Album Review: Gang Of Four, Content

Release Date: January 25
Label: Yep Roc Records

It's a sad fact that Gang Of Four, one of the greatest post-punk bands of the late 70s, only recorded two-and-a-half good albums. The same band that recorded 1979's blistering Entertainment! also gave the world such undercooked and forgotten albums as Hard (1983) and Mall (1991). You probably haven't heard these albums and you probably never should. Entertainment! remains the band's definitive statement, made all the more powerful by the fact that the band never even came close to duplicating it. With its snarling guitar work, courtesy of alt-guitar hero Andy Gill, relentlessly tight rhythm section and barked, politically charged vocals, Entertainment! is a landmark album.
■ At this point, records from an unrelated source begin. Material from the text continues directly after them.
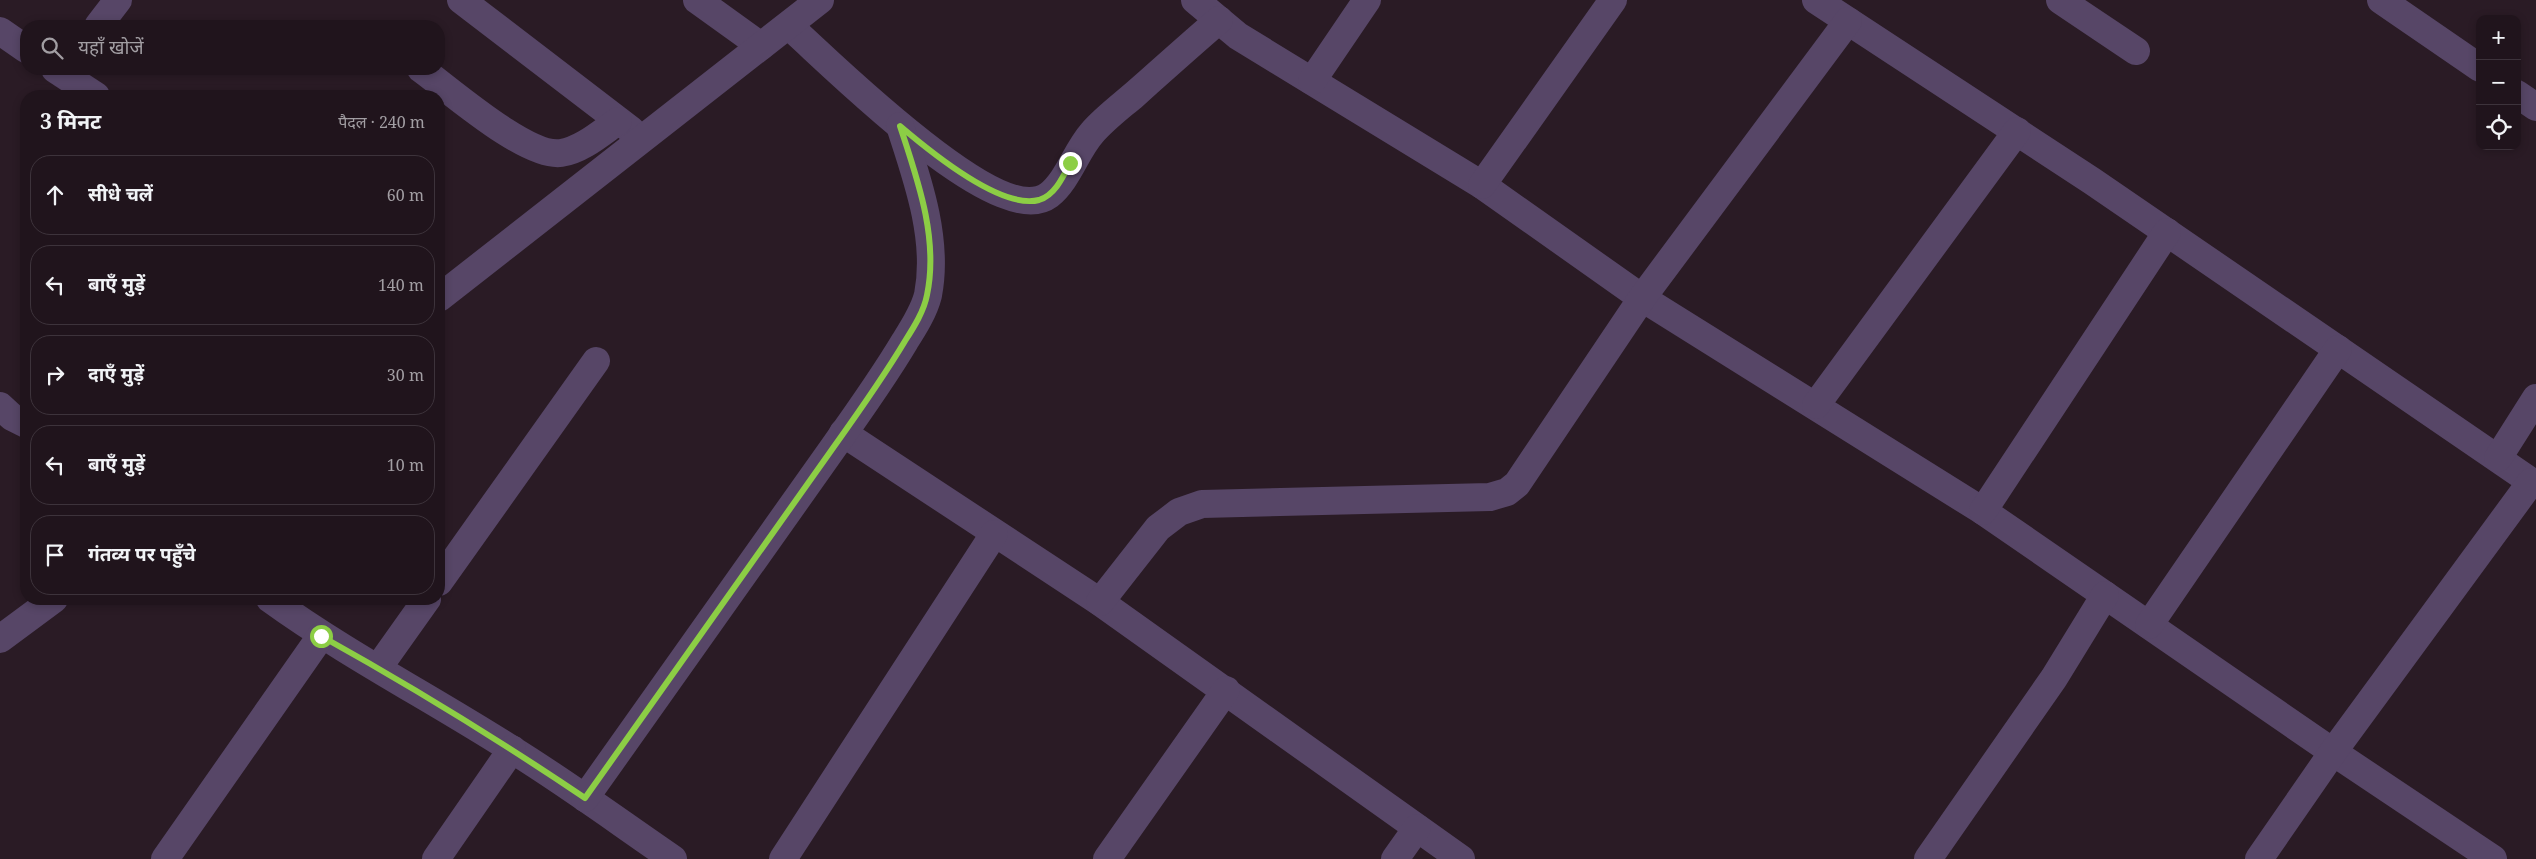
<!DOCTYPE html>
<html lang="hi">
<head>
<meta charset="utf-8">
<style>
	:root { --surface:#20141c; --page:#2d2129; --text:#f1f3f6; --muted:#a29ea3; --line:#3d333b }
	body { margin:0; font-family:"Noto Serif","Noto Sans Devanagari",serif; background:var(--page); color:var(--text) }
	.controls { position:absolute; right:15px; top:15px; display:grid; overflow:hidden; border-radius:10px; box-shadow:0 2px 8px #0003 }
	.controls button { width:45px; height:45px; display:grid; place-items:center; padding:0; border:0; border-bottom:1px solid var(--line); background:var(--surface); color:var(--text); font:25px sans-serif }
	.stop { position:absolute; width:15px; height:15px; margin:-11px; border:4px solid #8cce45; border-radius:50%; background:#fff }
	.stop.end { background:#8cce45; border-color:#fff; box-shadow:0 1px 5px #0008 }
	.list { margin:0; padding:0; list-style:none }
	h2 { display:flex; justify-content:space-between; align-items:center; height:65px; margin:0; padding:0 20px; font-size:21px }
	h2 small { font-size:16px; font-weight:400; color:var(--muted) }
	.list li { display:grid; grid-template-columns:32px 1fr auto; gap:15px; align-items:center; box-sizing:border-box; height:80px; margin:0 10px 10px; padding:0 10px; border:1px solid var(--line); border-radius:20px }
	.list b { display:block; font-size:19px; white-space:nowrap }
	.list em { font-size:16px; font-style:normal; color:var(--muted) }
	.icon { flex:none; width:28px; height:28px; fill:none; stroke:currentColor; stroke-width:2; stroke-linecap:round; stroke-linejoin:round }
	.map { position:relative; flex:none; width:2536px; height:859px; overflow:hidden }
	.search { position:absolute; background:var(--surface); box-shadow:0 2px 8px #0003; left:20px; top:20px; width:425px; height:55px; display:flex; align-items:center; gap:12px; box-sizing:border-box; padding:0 18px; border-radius:20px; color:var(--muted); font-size:19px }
	.panel { position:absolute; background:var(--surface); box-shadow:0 2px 8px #0003; left:20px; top:90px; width:425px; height:515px; border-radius:20px }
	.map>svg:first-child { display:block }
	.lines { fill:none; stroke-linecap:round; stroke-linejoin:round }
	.minor { stroke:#574667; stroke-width:28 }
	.route { stroke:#8cce45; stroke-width:6 }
</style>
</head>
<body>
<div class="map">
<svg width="2536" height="859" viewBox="0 0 2536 859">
	<rect width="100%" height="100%" fill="#2a1b25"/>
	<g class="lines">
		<!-- minor -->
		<g class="minor">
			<path d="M461,0L631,130"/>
			<path d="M697,0L761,46"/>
			<path d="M1195,0L1238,36L1482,185L1642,298L1983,511L2333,752L2493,859"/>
			<path d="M1816,0L2092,181L2536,485"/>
			<path d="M2060,0L2136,51"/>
			<path d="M2381,0L2480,68"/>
			<path d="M98,26L118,0"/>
			<path d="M789,26C828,60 998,233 1049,195C1068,180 1076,151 1092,133C1104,119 1120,107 1134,95C1162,70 1190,45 1219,20"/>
			<path d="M0,31L26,49"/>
			<path d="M55,69L96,96"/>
			<path d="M421,69C450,90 527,158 561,153C582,150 602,132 618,121"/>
			<path d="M1312,81L1367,0"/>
			<path d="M2517,94L2536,107"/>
			<path d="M1482,185L1613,0"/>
			<path d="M439,298L820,0"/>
			<path d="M1816,405L2017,131"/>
			<path d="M0,406L12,417L26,424"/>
			<path d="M843,433L1100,602L1461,859"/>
			<path d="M2498,458L2536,398"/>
			<path d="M1983,511L2167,232"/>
			<path d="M439,582L596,361"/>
			<path d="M270,599C346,654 431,698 511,749C566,783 619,822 673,859"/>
			<path d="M1100,602L1158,528L1179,512L1202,504L1490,497L1507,492L1517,484L1642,298L1848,21"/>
			<path d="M2149,625L2338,349"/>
			<path d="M0,639L54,599"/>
			<path d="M378,668L427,599"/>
			<path d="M585,798C668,682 750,565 833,448C858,413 883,378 905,341C914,327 924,311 928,295C939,239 917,178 900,126"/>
			<path d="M165,859L321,636"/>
			<path d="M436,859L512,749"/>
			<path d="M783,859L994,534"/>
			<path d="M1107,859L1226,690"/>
			<path d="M1395,859L1417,828"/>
			<path d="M1928,859L2054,678L2105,595"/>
			<path d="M2259,859L2333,752L2531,482"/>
		</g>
	</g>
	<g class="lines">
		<!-- route -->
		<path class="route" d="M321,636C411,686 499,740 585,798C668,682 750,565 833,448C858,413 883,378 905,341C914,327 924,311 927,295C939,238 917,178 900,126C927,149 1000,210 1039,200C1055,195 1063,177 1070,163"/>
	</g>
</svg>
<div class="controls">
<button>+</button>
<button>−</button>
<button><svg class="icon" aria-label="locate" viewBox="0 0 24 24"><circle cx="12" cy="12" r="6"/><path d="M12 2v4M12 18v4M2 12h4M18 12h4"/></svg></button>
</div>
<div class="stop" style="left:321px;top:636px"></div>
<div class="stop end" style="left:1070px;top:163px"></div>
<div class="search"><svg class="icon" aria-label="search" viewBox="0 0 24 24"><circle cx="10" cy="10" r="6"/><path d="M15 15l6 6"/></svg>यहाँ खोजें</div>
<section class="panel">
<h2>3 मिनट<small>पैदल · 240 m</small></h2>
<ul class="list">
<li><svg class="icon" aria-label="ahead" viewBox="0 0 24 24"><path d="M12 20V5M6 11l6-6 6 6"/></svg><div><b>सीधे चलें</b></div><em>60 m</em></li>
<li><svg class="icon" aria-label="left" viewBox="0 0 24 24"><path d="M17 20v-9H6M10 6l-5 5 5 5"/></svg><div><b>बाएँ मुड़ें</b></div><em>140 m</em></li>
<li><svg class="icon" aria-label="right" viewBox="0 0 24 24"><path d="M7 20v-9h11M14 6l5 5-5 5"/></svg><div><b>दाएँ मुड़ें</b></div><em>30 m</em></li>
<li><svg class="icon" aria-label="left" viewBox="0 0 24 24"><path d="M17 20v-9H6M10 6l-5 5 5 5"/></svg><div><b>बाएँ मुड़ें</b></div><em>10 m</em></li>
<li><svg class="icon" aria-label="arrive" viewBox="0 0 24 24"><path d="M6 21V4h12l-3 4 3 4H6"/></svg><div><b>गंतव्य पर पहुँचे</b></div></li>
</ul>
</section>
</div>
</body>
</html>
Ranting about consumerism, class warfare and gender relations against an aggressive musical backdrop, Gang Of Four's fingerprints are still found throughout modern music. So here we are in 2011, with Content, Gang Of Four's first album in sixteen years. Gill's guitars are loud. Frontman Jon King yelps a lot. There are songs with titles like "You'll Never Pay For The Farm." Content feels carefully calculated to be a return to the Entertainment! aesthetic. Yet, it never moves beyond simple imitation. Opening with the hacking guitar storm of "She Said 'You Made A Thing Of Me'," Content's biggest weakness becomes apparent very quickly. Without the band's former rhythm section of bassist Dave Allen and drummer Hugo Burnham, the song sounds flat and thin. What follows is more of the same, save for the grating vocoder exercise "It Was Never Gonna Turn Out Too Good." Is this better than Gang Of Four's insipid mid-career offerings? Yes. But it sounds uncomfortably close to a band doing a good Gang Of Four impression than the great band themselves. Unlike their contemporaries Wire, who showed how post-punk bands can age well with this month's Red Barked Tree, Gang Of Four have proven that perhaps they are truly best left to memory.